You are looking for the gdal.RasterizeLayer function.

You could then use ReadAsArray to turn the rasterized polygon into a numpy array.

Based on your NetCDF file extent and rows/columns, the following code should generate you a numpy 0-1 mask that matches the NetCDF exactly.

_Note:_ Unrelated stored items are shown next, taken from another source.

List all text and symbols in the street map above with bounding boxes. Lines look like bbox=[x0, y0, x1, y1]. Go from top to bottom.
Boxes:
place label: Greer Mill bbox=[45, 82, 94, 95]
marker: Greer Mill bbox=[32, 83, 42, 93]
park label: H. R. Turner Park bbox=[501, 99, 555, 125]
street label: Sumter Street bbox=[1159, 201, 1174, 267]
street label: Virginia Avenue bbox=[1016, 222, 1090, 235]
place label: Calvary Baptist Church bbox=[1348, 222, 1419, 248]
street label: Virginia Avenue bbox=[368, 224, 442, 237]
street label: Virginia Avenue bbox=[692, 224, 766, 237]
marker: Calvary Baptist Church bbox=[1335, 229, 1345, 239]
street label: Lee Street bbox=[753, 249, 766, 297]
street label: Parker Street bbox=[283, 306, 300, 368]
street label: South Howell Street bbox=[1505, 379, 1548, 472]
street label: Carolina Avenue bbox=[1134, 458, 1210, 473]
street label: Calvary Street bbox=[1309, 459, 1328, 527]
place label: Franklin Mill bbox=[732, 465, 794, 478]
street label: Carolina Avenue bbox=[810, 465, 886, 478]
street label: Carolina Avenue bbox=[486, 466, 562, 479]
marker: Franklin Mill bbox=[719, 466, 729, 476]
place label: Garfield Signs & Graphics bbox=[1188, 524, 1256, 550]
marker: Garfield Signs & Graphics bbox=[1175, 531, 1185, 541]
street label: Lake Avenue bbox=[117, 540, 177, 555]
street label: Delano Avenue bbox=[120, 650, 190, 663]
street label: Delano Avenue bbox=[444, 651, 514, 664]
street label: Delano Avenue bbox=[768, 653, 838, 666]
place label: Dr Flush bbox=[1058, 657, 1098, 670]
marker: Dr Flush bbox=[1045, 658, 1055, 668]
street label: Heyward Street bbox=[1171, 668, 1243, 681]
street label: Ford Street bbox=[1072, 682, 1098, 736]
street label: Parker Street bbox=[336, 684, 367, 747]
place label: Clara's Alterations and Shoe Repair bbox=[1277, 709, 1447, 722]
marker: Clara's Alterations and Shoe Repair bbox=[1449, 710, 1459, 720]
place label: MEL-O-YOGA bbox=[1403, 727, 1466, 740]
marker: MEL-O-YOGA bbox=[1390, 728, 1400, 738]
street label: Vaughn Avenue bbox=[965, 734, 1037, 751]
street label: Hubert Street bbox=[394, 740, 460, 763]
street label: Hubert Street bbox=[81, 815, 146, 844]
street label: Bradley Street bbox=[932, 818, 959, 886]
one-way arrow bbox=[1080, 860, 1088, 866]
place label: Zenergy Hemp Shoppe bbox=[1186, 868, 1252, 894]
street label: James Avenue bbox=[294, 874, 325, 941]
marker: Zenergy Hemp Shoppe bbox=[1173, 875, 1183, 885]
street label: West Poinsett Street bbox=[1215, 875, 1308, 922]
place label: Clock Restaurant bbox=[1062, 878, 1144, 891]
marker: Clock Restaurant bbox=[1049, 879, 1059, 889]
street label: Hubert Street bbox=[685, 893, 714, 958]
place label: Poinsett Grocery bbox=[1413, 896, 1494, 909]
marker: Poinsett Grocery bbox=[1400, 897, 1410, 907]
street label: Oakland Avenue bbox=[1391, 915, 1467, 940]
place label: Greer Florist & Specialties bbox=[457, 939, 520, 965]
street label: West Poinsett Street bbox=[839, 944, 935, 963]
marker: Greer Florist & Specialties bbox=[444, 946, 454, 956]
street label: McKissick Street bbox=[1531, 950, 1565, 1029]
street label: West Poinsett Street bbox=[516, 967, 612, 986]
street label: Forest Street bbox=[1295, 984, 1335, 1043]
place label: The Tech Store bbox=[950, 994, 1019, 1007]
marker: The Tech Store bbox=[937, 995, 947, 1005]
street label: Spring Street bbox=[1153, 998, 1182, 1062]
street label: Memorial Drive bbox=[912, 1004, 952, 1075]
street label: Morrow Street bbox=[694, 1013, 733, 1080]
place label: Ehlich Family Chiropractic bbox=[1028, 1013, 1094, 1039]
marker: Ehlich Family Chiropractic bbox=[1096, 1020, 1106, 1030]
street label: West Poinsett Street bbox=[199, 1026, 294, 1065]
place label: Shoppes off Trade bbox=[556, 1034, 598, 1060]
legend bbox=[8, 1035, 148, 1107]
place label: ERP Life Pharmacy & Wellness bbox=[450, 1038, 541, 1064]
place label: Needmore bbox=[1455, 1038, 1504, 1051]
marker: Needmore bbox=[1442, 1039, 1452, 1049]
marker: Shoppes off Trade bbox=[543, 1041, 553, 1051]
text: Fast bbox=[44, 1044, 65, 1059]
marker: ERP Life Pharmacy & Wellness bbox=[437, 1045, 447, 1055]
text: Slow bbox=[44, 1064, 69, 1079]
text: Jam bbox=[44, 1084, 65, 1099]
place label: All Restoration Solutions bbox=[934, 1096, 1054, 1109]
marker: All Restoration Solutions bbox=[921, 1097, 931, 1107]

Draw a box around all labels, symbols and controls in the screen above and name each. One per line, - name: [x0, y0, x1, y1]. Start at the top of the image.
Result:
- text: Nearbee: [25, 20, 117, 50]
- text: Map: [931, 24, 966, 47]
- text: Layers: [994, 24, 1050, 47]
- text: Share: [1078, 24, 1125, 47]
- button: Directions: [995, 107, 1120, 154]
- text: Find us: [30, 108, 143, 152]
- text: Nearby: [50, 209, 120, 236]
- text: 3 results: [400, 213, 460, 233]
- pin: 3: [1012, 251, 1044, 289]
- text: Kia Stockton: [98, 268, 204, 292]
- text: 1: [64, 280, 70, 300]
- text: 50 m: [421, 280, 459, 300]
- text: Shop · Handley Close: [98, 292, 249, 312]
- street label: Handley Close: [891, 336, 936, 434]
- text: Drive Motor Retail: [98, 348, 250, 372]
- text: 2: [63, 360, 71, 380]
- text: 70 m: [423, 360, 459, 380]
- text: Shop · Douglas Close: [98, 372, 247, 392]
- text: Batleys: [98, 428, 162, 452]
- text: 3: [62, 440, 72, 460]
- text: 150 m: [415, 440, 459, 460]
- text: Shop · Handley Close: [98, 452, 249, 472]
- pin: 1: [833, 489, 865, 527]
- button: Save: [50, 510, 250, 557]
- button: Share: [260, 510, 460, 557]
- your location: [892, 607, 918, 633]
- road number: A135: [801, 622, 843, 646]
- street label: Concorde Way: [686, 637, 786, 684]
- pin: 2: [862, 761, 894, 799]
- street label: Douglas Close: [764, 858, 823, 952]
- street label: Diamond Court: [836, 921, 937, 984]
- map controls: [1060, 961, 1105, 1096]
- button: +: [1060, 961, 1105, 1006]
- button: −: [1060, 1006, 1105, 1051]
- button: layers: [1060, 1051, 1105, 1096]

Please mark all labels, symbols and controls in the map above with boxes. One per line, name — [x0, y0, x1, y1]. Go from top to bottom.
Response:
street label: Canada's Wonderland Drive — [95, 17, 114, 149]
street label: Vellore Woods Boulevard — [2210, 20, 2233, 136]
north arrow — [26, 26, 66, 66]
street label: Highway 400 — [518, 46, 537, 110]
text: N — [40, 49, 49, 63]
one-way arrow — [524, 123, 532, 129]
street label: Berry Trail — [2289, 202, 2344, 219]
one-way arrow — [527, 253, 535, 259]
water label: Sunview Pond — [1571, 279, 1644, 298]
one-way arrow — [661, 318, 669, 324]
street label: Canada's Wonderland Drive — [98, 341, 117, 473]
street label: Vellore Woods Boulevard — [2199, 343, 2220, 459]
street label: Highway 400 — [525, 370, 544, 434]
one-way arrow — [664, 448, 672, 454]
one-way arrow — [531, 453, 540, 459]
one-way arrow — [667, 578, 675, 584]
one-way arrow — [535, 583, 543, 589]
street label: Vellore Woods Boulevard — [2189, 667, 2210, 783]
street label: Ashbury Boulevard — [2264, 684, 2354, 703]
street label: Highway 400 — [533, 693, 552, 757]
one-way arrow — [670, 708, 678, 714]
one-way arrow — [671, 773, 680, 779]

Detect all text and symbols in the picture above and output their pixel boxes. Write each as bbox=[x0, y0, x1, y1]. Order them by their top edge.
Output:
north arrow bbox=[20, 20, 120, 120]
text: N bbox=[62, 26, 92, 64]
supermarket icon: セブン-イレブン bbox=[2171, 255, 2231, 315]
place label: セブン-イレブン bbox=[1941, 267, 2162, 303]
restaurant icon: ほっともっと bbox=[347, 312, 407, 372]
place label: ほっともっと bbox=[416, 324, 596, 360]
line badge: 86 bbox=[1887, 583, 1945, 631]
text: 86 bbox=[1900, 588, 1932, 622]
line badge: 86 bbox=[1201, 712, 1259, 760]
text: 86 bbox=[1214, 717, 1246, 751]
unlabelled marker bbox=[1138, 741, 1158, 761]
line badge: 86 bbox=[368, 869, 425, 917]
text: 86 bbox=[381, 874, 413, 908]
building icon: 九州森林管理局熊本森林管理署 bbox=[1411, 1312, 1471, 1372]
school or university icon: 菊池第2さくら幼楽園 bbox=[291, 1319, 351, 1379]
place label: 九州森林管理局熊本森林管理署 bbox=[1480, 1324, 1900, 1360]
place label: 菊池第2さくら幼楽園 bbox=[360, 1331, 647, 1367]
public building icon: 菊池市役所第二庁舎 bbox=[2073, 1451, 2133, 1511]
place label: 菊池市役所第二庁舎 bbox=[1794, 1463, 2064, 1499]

shapefile=r'whatever your shapefile path is'
xmin,ymin,xmax,ymax=[139.8,-39.2,150.0,-33.6] #Your extents as given above
ncols,nrows=[193,106] #Your rows/cols as given above
maskvalue = 1

xres=(xmax-xmin)/float(ncols)
yres=(ymax-ymin)/float(nrows)
geotransform=(xmin,xres,0,ymax,0, -yres)

src_ds = ogr.Open(shapefile)
src_lyr=src_ds.GetLayer()

dst_ds = gdal.GetDriverByName('MEM').Create('', ncols, nrows, 1 ,gdal.GDT_Byte)
dst_rb = dst_ds.GetRasterBand(1)
dst_rb.Fill(0) #initialise raster with zeros
dst_rb.SetNoDataValue(0)
dst_ds.SetGeoTransform(geotransform)

err = gdal.RasterizeLayer(dst_ds, [1], src_lyr, burn_values=[maskvalue])

dst_ds.FlushCache()

mask_arr=dst_ds.GetRasterBand(1).ReadAsArray()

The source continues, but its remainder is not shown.